[Source records]
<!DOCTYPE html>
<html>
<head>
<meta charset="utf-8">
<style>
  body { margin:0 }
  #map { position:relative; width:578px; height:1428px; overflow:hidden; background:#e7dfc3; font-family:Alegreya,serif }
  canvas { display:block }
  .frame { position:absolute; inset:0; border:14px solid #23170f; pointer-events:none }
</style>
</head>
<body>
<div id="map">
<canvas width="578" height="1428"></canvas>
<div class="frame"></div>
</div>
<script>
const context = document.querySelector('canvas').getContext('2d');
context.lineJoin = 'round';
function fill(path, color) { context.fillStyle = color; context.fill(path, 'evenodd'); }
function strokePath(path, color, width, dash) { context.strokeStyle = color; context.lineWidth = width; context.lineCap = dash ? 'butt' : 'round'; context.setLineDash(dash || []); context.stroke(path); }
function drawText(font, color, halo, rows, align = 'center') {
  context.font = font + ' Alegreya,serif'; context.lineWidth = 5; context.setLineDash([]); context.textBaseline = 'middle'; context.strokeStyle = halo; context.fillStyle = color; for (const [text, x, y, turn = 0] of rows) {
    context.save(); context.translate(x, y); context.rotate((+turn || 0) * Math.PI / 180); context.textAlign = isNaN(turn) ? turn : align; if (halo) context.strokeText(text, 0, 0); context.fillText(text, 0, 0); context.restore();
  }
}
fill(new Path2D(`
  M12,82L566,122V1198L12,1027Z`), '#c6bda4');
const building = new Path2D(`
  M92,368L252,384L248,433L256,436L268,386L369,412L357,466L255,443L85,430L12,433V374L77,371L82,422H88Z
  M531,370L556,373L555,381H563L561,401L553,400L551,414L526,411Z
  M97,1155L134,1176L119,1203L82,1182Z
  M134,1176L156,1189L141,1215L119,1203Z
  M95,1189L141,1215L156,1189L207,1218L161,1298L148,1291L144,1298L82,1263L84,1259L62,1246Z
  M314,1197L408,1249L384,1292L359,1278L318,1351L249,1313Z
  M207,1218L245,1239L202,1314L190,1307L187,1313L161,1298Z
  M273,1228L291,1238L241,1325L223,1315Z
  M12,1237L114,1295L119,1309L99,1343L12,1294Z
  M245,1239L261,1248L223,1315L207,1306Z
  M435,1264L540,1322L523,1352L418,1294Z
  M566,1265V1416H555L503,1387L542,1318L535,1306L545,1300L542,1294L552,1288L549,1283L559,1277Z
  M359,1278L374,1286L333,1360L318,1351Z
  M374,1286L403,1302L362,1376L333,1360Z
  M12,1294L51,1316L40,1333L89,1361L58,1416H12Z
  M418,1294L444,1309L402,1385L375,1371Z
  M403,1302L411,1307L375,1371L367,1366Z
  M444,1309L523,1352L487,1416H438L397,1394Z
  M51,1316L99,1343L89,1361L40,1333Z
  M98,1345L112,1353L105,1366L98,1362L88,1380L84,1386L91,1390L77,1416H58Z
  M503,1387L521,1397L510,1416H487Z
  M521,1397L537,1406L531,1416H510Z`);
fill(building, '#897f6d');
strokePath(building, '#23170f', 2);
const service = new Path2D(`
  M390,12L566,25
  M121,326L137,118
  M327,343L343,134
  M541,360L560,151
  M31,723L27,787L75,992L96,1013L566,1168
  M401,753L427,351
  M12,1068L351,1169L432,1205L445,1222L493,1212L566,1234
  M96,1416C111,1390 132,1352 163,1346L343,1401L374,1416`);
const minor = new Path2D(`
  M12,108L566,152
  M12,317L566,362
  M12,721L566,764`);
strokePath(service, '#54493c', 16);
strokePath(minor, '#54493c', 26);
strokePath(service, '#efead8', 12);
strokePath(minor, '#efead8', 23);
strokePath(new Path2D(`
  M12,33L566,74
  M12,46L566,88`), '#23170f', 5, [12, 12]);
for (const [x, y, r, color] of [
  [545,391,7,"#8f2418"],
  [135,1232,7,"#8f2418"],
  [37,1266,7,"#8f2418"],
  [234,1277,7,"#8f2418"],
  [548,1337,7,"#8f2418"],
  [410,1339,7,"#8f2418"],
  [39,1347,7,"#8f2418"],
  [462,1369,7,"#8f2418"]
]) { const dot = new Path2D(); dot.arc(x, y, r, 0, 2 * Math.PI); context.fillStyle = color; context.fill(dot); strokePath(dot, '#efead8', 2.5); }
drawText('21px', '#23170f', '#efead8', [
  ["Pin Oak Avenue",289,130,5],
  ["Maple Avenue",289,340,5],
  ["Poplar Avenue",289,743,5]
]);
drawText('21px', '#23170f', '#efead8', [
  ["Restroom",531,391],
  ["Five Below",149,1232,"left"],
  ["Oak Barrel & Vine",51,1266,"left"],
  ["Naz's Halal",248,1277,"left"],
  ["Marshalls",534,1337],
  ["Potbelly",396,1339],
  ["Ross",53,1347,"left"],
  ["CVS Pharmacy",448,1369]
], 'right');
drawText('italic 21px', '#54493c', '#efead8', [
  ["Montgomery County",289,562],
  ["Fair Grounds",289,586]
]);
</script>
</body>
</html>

• _Try it_
Review the preceding data and report every line that includes the string "rows".

• _Exercise solution_
function drawText(font, color, halo, rows, align = 'center') {
  context.font = font + ' Alegreya,serif'; context.lineWidth = 5; context.setLineDash([]); context.textBaseline = 'middle'; context.strokeStyle = halo; context.fillStyle = color; for (const [text, x, y, turn = 0] of rows) {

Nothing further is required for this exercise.